● **What the task asks**:
Below are some entries. Copy each line in them that holds "shadow".

+-------+

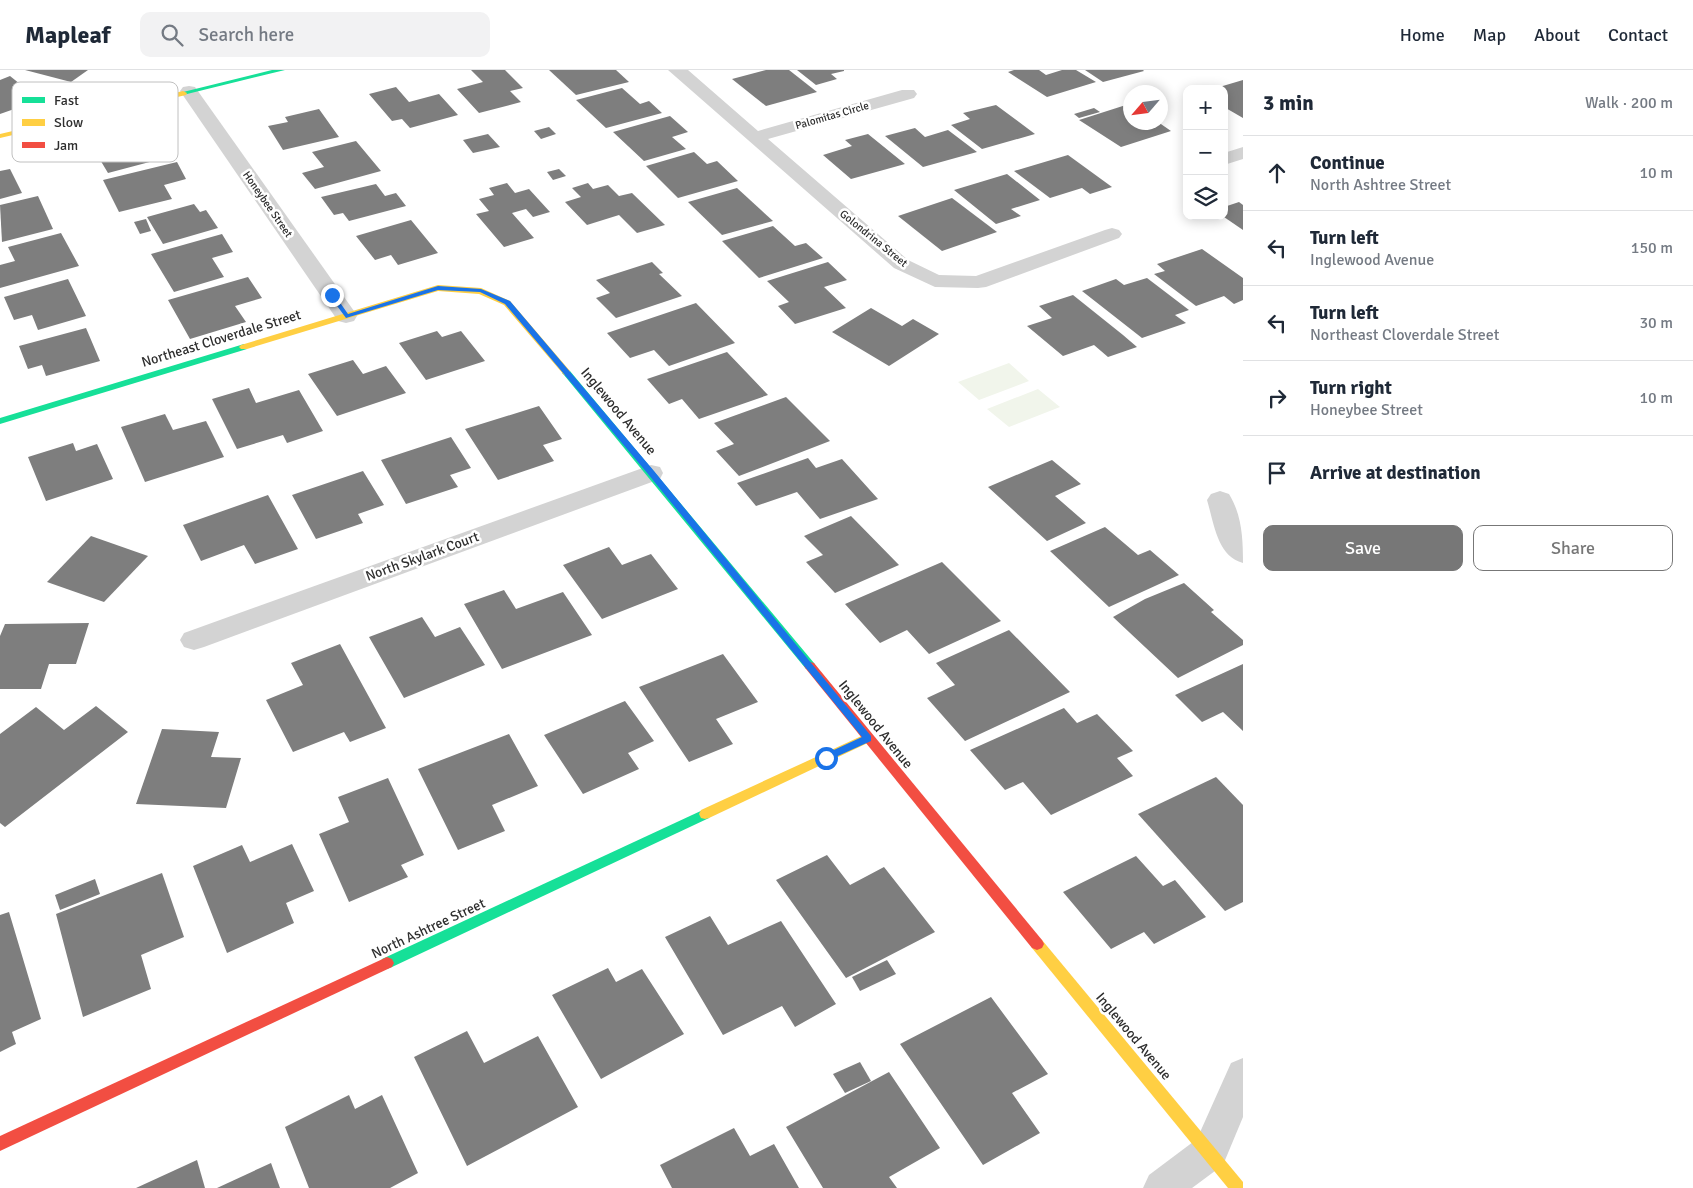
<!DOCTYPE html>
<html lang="en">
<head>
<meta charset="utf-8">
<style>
  body { margin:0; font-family:Signika,sans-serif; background:#f2f2f3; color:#1f2937 }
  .controls { position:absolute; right:15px; top:15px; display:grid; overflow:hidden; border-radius:10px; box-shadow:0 2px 12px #0003 }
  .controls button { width:45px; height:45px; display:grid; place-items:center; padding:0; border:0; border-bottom:1px solid #e0e1e3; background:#fff; color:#1f2937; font:25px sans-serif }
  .compass { position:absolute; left:1123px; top:15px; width:45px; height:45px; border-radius:50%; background:#fff; box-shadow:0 2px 12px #0003; rotate:242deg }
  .stop { position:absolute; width:15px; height:15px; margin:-11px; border:4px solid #1a73e8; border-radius:50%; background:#fff }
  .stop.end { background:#1a73e8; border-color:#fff; box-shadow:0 1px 5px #0008 }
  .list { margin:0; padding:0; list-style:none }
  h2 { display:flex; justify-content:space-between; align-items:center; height:65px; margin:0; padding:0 20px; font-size:21px }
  h2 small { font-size:16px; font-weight:400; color:#747a83 }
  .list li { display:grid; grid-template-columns:32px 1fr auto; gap:15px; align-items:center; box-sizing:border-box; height:75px; padding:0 20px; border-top:1px solid #e0e1e3 }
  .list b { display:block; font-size:19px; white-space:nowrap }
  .list p { margin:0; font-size:16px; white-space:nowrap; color:#747a83 }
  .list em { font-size:16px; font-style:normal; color:#747a83 }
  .actions { display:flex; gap:10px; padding:15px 20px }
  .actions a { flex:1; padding:11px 0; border:1px solid #777; border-radius:10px; text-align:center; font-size:18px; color:#777 }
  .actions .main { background:#777; color:#fff }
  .icon { flex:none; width:28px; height:28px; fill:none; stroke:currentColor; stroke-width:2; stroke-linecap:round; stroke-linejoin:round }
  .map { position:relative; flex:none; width:1243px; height:1118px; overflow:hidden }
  header { display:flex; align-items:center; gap:30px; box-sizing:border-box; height:70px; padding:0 25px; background:#fff; border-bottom:1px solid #e0e1e3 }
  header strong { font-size:24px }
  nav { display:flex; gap:28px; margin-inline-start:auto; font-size:18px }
  .search { width:350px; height:45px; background:#f2f2f3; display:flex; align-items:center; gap:12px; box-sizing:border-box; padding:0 18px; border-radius:10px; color:#747a83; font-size:19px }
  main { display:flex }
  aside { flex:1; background:#fff }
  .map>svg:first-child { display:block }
  .green { fill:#f1f5eb }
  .building { fill:#7e7e7e }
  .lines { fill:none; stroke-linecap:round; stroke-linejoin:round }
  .street { fill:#d3d3d3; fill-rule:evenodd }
  .fast { fill:#16e098; fill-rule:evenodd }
  .slow { fill:#ffcf43; fill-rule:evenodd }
  .jam { fill:#f24e42; fill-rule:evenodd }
  .route { fill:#1a73e8 }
  .labels { text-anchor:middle; stroke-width:5; stroke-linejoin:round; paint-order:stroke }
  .far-street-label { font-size:11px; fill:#2e2e2e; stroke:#fff }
  .street-label { font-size:14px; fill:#2e2e2e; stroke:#fff }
  .key { fill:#fff; stroke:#c0c0c0; stroke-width:1 }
  .key-label { font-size:14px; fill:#2e2e2e }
</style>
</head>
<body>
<header>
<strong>Mapleaf</strong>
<div class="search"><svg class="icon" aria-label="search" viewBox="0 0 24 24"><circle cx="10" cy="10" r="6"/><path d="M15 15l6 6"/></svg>Search here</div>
<nav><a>Home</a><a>Map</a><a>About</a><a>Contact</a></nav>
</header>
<main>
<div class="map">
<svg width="1243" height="1118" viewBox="0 0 1243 1118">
  <rect width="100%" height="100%" fill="#fff"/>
  <g class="green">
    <polygon points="1009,293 1029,311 979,330 958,312"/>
    <polygon points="1038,319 1060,337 1009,357 987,339"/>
  </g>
  <g class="building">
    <polygon points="25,0 88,0 71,12"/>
    <polygon points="471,0 505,0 523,18 510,21 521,32 479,43 457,19 483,12"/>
    <polygon points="549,0 616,0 629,12 576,25"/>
    <polygon points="766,0 789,0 817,22 766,36 732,9"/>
    <polygon points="797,0 844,0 844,1 831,4 837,9 816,15"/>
    <polygon points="1014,0 1039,0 1046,5 1062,0 1076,0 1096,12 1047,27 1008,2"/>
    <polygon points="1085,0 1143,0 1144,1 1103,12"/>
    <polygon points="10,6 40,30 0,44 0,10"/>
    <polygon points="1243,10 1243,48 1224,37 1224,19 1216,18"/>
    <polygon points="396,17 409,32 439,24 458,45 410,58 402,49 392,51 369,24"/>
    <polygon points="622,18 640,34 649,31 662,43 606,58 576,30"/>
    <polygon points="1129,34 1130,52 1158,52 1171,61 1121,77 1079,50"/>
    <polygon points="996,35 1035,64 982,79 951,55 970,49 963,43"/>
    <polygon points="1094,38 1100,42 1079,48 1074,44"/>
    <polygon points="319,39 339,67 283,80 268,56 288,52 285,47"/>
    <polygon points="670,46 688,62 672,67 686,79 644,91 613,62"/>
    <polygon points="549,57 556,64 541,69 534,61"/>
    <polygon points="915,58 925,67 948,60 977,82 923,97 885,66"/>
    <polygon points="136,61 145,76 166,71 176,85 108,103 90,73"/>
    <polygon points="488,64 500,77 473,83 463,70"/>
    <polygon points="868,64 905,94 851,109 823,85 852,76 845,70"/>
    <polygon points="356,71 381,101 315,119 302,103 324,97 312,82"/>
    <polygon points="694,82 707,94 717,91 738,111 678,128 646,96"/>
    <polygon points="1068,85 1112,117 1090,124 1082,118 1050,128 1014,101"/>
    <polygon points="177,92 186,109 164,115 172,129 119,142 103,110"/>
    <polygon points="10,99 22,123 0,129 0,101"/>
    <polygon points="559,99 566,106 553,110 547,102"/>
    <polygon points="1007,104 1040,130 1011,139 1021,146 996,154 954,120"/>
    <polygon points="507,113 515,123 529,119 550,142 533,147 526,139 512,143 534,168 504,177 476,144 489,141 479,129 494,125 489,118"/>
    <polygon points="588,113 593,119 608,115 619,126 632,123 665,155 637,163 619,145 587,155 565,132 581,127 572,118"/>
    <polygon points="376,114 385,126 396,123 406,136 349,151 343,143 334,145 321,127"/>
    <polygon points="737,118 773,151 722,165 688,132"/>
    <polygon points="38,126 53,159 2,172 0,135"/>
    <polygon points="952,128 997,162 942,181 898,146"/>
    <polygon points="1239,132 1243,135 1243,160 1224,147 1224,137"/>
    <polygon points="194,134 200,142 206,140 218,158 163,174 147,147"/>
    <polygon points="146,149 151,161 140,164 134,152"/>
    <polygon points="411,150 438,183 398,195 391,185 375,190 356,166"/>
    <polygon points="773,156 795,176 806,173 823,188 759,208 722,171"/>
    <polygon points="61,163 79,196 0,218 0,195 15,191 8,177"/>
    <polygon points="222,164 233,182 212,188 224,207 174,222 151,184"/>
    <polygon points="1202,179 1243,208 1243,230 1234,234 1224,226 1196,236 1154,204 1165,201 1157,194"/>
    <polygon points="652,192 663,203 659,204 682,226 616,248 596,228 610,223 596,210"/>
    <polygon points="828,192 847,210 824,217 846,238 795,254 778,236 789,232 767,211"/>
    <polygon points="248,207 262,228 235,236 246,252 190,269 168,230"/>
    <polygon points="1147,208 1189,240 1175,245 1186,253 1142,268 1082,221 1116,209 1124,215"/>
    <polygon points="68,209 86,246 38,260 32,245 14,250 4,227"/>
    <polygon points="1073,225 1123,265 1137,277 1108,287 1094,275 1063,286 1027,256 1052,248 1039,236"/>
    <polygon points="696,233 735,273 669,296 654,280 630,288 607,263"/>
    <polygon points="871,238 902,256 913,249 939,264 889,296 832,262"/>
    <polygon points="86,258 100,291 46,306 42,295 28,299 19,276"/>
    <polygon points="437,261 442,267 461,261 485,291 426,310 399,273"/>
    <polygon points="727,282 768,325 699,349 682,329 669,334 647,309"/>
    <polygon points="353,290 363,304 386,296 406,323 337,346 308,304"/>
    <polygon points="249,318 256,333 299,320 323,361 287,373 283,365 237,379 212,329"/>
    <polygon points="786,327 830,371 739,406 716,381 734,374 714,353"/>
    <polygon points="539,336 562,369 543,375 554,391 498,410 465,359"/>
    <polygon points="165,344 173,360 206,351 224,387 145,412 121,357"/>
    <polygon points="451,367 471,398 450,405 458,417 406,434 381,390"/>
    <polygon points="73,373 76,381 97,374 113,409 46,431 28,387"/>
    <polygon points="808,388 816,398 842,389 878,429 820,449 797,422 756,436 737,413"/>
    <polygon points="1052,390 1081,414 1055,426 1086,453 1047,471 988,417"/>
    <polygon points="363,401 384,435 358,444 363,453 316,469 292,425"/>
    <polygon points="268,425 298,479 255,494 244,475 201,491 183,455"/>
    <polygon points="851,446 899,495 835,523 806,492 823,485 804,466"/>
    <polygon points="1105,457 1138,485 1150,480 1179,505 1109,537 1050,481"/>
    <polygon points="91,466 148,486 104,532 47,512"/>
    <polygon points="609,477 622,495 651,484 678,519 602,549 563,495"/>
    <polygon points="942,492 1001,551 929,584 907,560 880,573 845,534"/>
    <polygon points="1184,513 1214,540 1211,542 1243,570 1243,575 1178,608 1113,547 1145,529"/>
    <polygon points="504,520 516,539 563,522 592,565 502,599 464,534"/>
    <polygon points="422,547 435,567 460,557 485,595 404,628 369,567"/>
    <polygon points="89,553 76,594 49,594 41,619 0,619 0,566 5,554"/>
    <polygon points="1009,560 1070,622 965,671 927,628 955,615 936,593"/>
    <polygon points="340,574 386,658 350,672 344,662 293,682 266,630 303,615 291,593"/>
    <polygon points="723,584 758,632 716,649 733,674 689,692 639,617"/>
    <polygon points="1243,594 1243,661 1223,642 1202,652 1175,625"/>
    <polygon points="625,631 654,671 628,683 639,699 583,724 544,665"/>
    <polygon points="96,636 128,662 5,757 0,753 0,664 36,637 64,660"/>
    <polygon points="1064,638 1077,653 1097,644 1133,681 1117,688 1133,706 1051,745 1023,712 1005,720 970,680"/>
    <polygon points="162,659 219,662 211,687 241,688 226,738 136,734"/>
    <polygon points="509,664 538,716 492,735 505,761 458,780 418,699"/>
    <polygon points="1216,707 1243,735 1243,832 1225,841 1138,744"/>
    <polygon points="388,708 424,785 401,795 408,807 349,832 319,764 349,752 338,727"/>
    <polygon points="292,774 314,821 286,833 294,853 227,883 193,796 242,775 250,792"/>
    <polygon points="827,785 850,815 884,797 935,862 846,908 776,810"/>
    <polygon points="1136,786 1163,816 1175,810 1206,847 1154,874 1144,862 1111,879 1063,822"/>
    <polygon points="162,803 184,867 141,885 151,919 83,947 56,844"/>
    <polygon points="95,809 100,824 60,840 55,825"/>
    <polygon points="9,842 41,949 12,962 16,974 0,982 0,845"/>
    <polygon points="710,846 728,875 781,851 836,934 795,957 782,936 723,965 665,867"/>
    <polygon points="887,890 896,904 860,921 852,907"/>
    <polygon points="608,898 616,912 642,899 684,964 601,1009 552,925"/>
    <polygon points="991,927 1048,1004 1012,1023 1040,1063 983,1095 900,974"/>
    <polygon points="467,961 484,993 538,966 578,1037 467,1096 414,987"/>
    <polygon points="860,992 871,1011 845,1023 833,1004"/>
    <polygon points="889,1002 940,1078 889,1107 897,1118 823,1118 786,1057"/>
    <polygon points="349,1025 355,1039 382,1025 418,1103 390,1118 309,1118 285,1057"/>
    <polygon points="734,1058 750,1086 774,1074 799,1118 672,1118 660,1095"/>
    <polygon points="197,1090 205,1118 136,1118"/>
    <polygon points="271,1093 280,1118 217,1118"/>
  </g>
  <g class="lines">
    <g class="street">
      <polygon points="668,0 688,0 758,61 902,20 914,20 917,24 914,28 768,69 908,190 939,205 976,206 1105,160 1112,158 1119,160 1122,164 1119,168 986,217 978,218 935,217 894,198"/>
      <polygon points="189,16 195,17 354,241 357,246 354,251 346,253 338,251 180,21 183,17"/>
      <polygon points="1243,77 1243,89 1224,95 1224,83"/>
      <polygon points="651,395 660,397 663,403 660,409 204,577 194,580 184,577 180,570 184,563"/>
      <path d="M 1220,421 L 1229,424 C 1242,445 1243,469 1243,493 C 1217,486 1214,453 1207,430 L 1211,424 Z"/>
      <polygon points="1243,988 1243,1047 1223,1095 1192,1118 1143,1118 1149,1105 1197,1069 1231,993"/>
    </g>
    <g class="fast">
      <polygon points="272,0 285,0 183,25 179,23"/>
      <polygon points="244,274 247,275 247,279 0,354 0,348"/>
      <polygon points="567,300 570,301 814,593 816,596 814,599 806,599 564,305 562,303"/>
      <polygon points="705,739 709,740 711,744 709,748 392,897 387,899 382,897 380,893 382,889"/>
    </g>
    <g class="slow">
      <polygon points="183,21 187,23 186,25 0,68 0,64"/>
      <polygon points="438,215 481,218 510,231 570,301 570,305 564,305 504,235 479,224 438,221 247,279 241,279 239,277 241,275"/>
      <polygon points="868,663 872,665 874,668 872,671 709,748 705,749 701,748 699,744 701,740"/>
      <polygon points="1037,868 1042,870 1243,1112 1243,1118 1228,1118 1032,878 1030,874 1032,870"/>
    </g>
    <g class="jam">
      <polygon points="810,592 814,593 1042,870 1044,874 1042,878 1037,880 1032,878 806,599 804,596 806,593"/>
      <polygon points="387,887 392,889 394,893 392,897 0,1081 0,1066"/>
    </g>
  </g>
  <polygon class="route" points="438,216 481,219 510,231 654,401 871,666 871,671 829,690 823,690 823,685 862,667 648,404 505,234 480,222 438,220 346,248 329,225 334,224 348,244"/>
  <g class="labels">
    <g class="far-street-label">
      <text transform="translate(832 45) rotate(-16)" y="4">Palomitas Circle</text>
      <text transform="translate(268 134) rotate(55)" y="4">Honeybee Street</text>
      <text transform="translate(874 168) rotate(39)" y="4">Golondrina Street</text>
    </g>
    <g class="street-label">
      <text transform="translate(221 268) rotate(-17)" y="5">Northeast Cloverdale Street</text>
      <text transform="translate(619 341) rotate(50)" y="5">Inglewood Avenue</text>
      <text transform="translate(422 486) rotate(-20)" y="5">North Skylark Court</text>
      <text transform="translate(876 654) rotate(51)" y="5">Inglewood Avenue</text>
      <text transform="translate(428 858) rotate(-25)" y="5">North Ashtree Street</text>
      <text transform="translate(1134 966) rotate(50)" y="5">Inglewood Avenue</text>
    </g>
  </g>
  <rect x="12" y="12" width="166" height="80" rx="8" class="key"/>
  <rect x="22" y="27" width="23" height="6" fill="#16e098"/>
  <rect x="22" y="49" width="23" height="7" fill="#ffcf43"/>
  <rect x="22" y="72" width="23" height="6" fill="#f24e42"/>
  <g class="key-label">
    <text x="54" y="35">Fast</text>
    <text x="54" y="57">Slow</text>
    <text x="54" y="80">Jam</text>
  </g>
</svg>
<div class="controls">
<button>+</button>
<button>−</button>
<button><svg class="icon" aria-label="layers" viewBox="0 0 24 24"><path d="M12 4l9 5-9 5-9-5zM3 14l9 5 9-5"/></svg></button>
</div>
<svg class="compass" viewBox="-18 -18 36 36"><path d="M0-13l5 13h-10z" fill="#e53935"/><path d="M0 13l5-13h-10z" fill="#747a83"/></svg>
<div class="stop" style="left:826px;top:688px"></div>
<div class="stop end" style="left:332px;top:225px"></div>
</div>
<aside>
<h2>3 min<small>Walk · 200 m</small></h2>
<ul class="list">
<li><svg class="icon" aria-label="ahead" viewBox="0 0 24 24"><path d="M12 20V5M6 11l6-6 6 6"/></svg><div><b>Continue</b><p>North Ashtree Street</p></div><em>10 m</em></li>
<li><svg class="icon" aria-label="left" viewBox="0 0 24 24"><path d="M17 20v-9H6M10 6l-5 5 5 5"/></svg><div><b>Turn left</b><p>Inglewood Avenue</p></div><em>150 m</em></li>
<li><svg class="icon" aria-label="left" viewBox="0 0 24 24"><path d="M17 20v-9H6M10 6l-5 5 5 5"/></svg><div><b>Turn left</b><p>Northeast Cloverdale Street</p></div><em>30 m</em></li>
<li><svg class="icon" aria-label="right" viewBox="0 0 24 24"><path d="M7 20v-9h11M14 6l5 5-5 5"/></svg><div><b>Turn right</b><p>Honeybee Street</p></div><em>10 m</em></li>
<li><svg class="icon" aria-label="arrive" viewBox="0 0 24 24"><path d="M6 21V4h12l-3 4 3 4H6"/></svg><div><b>Arrive at destination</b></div></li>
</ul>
<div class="actions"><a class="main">Save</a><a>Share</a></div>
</aside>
</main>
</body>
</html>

+-------+

● **Output for this exercise**:
  .controls { position:absolute; right:15px; top:15px; display:grid; overflow:hidden; border-radius:10px; box-shadow:0 2px 12px #0003 }
  .compass { position:absolute; left:1123px; top:15px; width:45px; height:45px; border-radius:50%; background:#fff; box-shadow:0 2px 12px #0003; rotate:242deg }
  .stop.end { background:#1a73e8; border-color:#fff; box-shadow:0 1px 5px #0008 }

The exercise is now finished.